Other financial assets

Other financial assets, including investments in equity instruments which are not subsidiaries, associates or joint ventures, are initially measured at fair value, which is normally the transaction price. Such assets are subsequently carried at fair value and the changes in fair value are recognised in profit or loss, except that investments in equity instruments that are not publicly traded and whose fair values cannot be measured reliably are measured at cost less impairment.
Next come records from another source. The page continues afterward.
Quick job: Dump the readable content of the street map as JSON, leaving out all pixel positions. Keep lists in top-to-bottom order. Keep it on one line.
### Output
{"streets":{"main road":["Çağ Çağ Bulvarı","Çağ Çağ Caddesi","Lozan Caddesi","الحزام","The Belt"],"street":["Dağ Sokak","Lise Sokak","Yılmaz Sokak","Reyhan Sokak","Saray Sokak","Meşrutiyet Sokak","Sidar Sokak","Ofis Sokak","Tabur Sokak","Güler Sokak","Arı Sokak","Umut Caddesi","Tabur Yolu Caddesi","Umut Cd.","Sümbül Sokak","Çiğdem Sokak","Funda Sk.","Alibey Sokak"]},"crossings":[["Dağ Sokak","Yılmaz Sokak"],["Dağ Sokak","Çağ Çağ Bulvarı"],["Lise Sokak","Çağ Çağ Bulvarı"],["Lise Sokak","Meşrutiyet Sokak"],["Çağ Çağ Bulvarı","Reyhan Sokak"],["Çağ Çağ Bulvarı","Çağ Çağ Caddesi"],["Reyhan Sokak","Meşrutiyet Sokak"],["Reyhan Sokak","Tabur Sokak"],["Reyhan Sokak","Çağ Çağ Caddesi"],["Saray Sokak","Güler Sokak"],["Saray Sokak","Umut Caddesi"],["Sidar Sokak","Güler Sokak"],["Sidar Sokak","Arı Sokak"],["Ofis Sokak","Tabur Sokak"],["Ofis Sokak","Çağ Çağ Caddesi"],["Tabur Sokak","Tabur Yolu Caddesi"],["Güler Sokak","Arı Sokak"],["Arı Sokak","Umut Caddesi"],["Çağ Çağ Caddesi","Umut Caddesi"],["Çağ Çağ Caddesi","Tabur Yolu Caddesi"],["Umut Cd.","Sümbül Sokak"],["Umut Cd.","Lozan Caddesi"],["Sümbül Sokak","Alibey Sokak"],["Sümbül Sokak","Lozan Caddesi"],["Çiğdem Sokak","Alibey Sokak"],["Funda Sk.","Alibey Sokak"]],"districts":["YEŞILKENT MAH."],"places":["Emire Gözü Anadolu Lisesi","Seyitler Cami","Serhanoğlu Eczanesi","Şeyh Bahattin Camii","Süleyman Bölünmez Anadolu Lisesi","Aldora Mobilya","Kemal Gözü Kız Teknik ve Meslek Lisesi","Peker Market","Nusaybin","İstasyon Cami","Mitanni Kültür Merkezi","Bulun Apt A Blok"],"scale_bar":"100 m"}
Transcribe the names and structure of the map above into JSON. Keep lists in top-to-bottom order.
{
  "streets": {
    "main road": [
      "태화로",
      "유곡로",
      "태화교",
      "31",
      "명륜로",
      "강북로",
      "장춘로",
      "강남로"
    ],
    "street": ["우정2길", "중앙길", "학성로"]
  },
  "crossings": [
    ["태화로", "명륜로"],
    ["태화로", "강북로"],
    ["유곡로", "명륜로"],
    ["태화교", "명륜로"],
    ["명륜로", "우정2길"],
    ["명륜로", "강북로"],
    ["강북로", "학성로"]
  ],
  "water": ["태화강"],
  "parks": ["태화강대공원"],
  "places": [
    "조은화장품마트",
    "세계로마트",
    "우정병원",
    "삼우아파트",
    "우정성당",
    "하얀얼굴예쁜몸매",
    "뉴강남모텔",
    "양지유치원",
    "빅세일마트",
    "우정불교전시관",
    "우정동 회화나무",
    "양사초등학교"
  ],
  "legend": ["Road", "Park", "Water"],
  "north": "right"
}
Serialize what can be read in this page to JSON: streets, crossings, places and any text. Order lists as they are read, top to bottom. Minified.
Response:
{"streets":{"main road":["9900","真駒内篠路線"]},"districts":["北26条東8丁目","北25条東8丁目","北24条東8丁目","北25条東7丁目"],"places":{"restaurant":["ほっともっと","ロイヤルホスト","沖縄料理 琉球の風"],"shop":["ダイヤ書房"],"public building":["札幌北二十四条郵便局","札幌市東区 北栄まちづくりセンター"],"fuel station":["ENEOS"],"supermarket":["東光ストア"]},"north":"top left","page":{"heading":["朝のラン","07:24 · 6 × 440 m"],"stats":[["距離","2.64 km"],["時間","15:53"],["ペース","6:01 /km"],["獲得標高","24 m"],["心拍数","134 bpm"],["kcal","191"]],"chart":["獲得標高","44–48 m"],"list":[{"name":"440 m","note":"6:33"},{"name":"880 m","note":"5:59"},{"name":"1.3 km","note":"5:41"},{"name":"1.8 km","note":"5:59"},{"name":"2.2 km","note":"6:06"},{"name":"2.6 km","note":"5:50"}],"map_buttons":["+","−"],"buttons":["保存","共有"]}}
Impairment of financial assets

Financial assets, other than those held at fair value through profit and loss, are assessed for indicators of impairment at each reporting end date.

 

Financial assets are impaired where there is objective evidence that, as a result of one or more events that occurred after the initial recognition of the financial asset, the estimated future cash flows have been affected. If an asset is impaired, the impairment loss is the difference between the carrying amount and the present value of the estimated cash flows discounted at the asset’s original effective interest rate. The impairment loss is recognised in profit or loss.

 

If there is a decrease in the impairment loss arising from an event occurring after the impairment was recognised, the impairment is reversed. The reversal is such that the current carrying amount does not exceed what the carrying amount would have been, had the impairment not previously been recognised. The impairment reversal is recognised in profit or loss.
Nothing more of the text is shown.